As such, it is not subject to our interference. And if it were, we would not disturb the disposition of this administrative proceeding on
[Page 7]
the basis of the alleged oral complaint, given the equivocal nature of the proffered evidence of the complaint, see supra note 3, and the availability of this evidence from Mr. Rollins' own former attorney.
The petition for review is DENIED and the decision of the Administrative Review Board is AFFIRMED.
Entered for the Court
Mary Beck Briscoe
Circuit Judge
[ENDNOTES]
* After examining the briefs and appellate record, this panel has determined unanimously to grant the parties' request for a decision on the briefs without oral argument. See Fed. R. App. P. 34(f); 10th Cir. R. 34.1(G). The case is therefore ordered submitted without oral argument. This order and judgment is not binding precedent, except under the doctrines of law of the case, res judicata, and collateral estoppel. It may be cited, however, for its persuasive value consistent with Fed. R. App. P. 32.1 and 10th Cir. R. 32.1.
1 We note that § 42121(a) prohibits air carriers from "discharg[ing] an employee or otherwise discriminat[ing] against an employee with respect to compensation, terms, conditions, or privileges of employment." (Emphasis added).
2 The ALJ divided the challenged disciplinary action into two components, one consisting of the advisory and the other of the termination, and applied § 42121(b) to each, holding the complaint time barred as to the advisory but not as to the termination. The ALJ went on to reject the latter claim on the merits for lack of evidence that the termination was an independently discriminatory act, i.e., evidence showing that Mr. Rollins' would not have been terminated, despite his rejection of the alternatives in the advisory, had he not been a whistleblower (showing, for example, that other employees were not terminated after rejecting similar advisories).
3 We note that the attorney's affidavit does not actually say she lodged an oral complaint (and there is no agency record acknowledging such a complaint). Rather, it indicates only that she spoke with agency personnel about how and where to file the written complaint. See R, Vol. 5, doc. 32, ex. II.
4 The only Board decision he cites in his briefing concerns the treatment of newly discovered evidence relating to issues raised before and determined by the ALJ, see Timmons v.
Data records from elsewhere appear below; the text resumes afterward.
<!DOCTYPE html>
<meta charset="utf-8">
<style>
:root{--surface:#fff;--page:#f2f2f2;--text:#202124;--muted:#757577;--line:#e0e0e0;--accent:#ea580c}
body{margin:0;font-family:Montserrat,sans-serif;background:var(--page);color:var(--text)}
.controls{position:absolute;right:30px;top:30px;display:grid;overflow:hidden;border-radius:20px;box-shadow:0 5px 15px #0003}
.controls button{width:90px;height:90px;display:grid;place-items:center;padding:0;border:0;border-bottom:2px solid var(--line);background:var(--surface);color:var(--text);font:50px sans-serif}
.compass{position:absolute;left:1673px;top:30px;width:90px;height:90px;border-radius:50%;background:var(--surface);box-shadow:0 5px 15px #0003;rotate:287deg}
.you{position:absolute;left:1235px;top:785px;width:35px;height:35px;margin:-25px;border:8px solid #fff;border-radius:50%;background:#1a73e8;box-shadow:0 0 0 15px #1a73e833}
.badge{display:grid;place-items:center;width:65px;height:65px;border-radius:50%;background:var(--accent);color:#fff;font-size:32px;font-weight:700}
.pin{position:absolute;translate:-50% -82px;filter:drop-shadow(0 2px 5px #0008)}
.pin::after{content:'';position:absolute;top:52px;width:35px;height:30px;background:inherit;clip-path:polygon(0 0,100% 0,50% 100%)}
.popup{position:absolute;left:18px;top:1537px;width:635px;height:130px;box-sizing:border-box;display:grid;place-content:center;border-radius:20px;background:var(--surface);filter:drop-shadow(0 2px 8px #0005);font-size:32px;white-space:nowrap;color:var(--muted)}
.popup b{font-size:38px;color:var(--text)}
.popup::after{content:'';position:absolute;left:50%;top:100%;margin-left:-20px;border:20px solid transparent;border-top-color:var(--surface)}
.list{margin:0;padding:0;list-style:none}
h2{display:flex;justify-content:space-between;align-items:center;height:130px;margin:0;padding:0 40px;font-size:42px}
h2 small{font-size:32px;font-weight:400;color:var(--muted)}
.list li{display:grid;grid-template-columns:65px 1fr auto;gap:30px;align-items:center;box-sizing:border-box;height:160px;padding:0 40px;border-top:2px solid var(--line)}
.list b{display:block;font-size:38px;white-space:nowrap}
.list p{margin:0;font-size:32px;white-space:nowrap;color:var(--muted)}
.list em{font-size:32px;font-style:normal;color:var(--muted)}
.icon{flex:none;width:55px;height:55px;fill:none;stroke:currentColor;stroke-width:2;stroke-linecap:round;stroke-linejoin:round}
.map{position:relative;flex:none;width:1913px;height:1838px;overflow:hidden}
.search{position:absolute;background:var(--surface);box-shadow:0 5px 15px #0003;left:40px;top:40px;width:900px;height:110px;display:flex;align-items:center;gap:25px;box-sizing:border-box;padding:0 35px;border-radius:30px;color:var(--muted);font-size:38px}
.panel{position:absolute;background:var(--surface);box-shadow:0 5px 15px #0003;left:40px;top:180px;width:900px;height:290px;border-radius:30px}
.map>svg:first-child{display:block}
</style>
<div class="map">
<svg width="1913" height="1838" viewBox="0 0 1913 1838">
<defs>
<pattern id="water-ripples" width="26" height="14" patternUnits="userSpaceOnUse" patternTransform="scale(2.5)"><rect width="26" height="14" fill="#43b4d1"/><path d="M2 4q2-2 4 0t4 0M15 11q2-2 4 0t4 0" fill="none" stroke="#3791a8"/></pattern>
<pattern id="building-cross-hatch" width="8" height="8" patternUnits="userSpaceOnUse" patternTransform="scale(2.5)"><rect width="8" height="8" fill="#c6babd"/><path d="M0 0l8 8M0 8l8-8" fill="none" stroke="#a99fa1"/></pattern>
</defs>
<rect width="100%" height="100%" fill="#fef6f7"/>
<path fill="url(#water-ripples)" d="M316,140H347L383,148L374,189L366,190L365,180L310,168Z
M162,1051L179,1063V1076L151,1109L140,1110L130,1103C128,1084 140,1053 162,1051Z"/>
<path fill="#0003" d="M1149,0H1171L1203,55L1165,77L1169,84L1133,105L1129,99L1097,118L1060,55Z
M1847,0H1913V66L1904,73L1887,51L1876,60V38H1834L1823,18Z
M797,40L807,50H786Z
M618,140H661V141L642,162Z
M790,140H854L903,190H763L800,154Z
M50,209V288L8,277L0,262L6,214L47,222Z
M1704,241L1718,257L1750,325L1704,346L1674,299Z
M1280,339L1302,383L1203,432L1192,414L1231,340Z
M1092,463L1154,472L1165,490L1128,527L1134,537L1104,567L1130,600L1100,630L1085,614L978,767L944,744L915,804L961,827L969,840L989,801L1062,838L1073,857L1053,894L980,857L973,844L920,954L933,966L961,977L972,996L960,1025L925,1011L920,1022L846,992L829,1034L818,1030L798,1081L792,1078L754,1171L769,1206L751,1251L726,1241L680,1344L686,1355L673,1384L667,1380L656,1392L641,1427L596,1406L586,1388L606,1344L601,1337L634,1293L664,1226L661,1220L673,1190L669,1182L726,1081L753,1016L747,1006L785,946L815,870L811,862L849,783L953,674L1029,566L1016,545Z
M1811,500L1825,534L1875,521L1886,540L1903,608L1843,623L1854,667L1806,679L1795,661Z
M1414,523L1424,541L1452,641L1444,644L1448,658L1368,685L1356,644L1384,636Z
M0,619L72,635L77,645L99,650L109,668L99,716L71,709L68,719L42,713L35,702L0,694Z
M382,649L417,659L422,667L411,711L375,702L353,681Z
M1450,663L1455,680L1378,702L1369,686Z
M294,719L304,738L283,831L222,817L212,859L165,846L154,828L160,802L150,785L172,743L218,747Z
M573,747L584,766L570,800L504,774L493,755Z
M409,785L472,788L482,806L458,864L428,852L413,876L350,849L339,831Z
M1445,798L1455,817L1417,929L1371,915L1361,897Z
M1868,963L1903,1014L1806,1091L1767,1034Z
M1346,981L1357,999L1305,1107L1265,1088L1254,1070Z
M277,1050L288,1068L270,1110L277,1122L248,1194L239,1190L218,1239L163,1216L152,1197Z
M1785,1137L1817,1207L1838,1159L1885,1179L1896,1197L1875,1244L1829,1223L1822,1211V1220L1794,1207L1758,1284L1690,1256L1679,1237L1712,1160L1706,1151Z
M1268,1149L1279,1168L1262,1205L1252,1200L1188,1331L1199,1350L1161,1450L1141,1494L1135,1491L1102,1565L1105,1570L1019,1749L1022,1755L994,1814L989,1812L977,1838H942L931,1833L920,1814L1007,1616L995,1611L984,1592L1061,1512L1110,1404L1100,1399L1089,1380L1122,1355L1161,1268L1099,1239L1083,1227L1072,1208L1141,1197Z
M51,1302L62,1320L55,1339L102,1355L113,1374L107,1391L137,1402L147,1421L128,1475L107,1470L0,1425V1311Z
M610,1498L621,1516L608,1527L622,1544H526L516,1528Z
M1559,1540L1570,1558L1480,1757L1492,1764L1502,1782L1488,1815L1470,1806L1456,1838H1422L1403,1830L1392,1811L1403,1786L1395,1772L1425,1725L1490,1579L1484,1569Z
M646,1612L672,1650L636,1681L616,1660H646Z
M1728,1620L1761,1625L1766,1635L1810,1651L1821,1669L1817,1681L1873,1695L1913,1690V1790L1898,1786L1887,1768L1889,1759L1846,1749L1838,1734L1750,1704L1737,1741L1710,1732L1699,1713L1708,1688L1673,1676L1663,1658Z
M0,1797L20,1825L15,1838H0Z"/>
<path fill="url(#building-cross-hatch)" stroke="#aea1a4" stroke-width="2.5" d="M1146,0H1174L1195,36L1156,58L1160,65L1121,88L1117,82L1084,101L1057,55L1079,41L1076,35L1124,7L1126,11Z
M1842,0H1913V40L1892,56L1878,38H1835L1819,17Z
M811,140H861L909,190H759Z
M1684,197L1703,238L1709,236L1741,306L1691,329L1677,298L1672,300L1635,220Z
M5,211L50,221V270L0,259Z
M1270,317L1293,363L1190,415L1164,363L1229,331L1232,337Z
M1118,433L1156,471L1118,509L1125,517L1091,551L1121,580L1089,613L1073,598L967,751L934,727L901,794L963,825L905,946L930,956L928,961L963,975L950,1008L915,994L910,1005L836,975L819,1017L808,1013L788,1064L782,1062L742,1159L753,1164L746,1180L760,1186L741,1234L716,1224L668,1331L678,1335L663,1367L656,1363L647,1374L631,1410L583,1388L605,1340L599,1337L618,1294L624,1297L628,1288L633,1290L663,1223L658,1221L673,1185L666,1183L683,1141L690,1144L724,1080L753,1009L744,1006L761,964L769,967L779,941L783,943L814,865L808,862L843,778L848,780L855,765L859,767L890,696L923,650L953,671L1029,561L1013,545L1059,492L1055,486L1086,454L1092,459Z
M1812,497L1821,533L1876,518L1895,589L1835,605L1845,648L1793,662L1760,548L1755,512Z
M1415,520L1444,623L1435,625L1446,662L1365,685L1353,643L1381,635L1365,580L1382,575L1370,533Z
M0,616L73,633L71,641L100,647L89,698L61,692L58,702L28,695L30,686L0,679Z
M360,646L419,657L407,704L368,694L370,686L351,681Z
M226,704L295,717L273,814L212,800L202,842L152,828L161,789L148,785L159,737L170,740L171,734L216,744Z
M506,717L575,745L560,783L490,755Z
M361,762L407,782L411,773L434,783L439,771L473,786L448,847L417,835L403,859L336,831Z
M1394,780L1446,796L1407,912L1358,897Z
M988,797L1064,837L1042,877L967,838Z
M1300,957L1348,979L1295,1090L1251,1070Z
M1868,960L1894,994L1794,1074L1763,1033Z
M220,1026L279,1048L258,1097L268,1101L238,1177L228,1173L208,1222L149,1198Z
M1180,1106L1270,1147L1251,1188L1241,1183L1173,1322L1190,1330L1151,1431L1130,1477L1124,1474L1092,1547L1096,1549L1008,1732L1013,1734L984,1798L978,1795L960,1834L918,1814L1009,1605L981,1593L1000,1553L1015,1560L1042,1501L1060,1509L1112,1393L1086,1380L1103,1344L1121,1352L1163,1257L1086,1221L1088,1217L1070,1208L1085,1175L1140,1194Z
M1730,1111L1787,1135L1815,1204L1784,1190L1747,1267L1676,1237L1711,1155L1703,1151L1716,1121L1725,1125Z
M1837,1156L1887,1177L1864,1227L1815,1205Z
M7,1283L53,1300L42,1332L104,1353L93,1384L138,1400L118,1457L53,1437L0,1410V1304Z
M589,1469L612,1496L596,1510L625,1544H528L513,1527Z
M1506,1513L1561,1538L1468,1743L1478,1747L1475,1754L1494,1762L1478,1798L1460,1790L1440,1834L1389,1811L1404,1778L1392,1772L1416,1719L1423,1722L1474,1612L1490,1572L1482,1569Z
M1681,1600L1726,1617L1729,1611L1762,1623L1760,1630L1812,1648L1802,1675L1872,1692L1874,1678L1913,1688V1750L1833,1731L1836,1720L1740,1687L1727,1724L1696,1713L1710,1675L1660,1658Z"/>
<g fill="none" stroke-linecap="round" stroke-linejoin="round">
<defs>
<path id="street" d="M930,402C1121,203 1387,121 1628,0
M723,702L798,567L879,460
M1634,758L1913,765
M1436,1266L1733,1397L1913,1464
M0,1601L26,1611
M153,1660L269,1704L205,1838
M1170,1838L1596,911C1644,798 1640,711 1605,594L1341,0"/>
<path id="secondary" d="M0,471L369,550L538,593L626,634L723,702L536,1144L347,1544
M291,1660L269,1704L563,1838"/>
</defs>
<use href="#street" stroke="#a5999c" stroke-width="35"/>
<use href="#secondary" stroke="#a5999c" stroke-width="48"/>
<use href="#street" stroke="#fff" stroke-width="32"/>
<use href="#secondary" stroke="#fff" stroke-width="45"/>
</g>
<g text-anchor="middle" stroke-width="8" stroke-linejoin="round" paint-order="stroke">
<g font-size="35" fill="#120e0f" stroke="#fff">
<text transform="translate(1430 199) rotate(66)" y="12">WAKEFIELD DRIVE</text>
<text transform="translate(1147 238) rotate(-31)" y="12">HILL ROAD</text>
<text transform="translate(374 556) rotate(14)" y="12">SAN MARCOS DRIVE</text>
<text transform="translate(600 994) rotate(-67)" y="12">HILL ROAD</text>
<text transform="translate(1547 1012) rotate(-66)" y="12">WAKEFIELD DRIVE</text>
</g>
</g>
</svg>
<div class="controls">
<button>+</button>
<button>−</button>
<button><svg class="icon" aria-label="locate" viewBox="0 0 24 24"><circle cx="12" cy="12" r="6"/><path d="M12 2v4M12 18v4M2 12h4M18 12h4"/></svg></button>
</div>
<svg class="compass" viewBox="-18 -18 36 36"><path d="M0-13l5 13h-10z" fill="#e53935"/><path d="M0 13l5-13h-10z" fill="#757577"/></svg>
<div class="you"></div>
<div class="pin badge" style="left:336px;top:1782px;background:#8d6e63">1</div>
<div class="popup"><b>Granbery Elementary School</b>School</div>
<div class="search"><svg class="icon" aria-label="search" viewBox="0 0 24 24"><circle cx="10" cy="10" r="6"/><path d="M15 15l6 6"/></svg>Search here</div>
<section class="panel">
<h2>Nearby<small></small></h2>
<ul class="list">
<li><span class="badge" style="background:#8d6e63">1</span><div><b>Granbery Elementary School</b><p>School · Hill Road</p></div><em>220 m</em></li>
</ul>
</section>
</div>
Mattingly Testing Serv., No. 95-ERA-40, 1996 WL 363348 (Admin. Rev. Bd. June 21, 1996) (discussing new evidence bolstering claimant's showing of retaliatory motive). That is, of course, a matter distinct from the interjection of entirely new arguments on appeal, and procedural uniformity does not require that the Board's approach to the one dictate or constrain its approach to the other.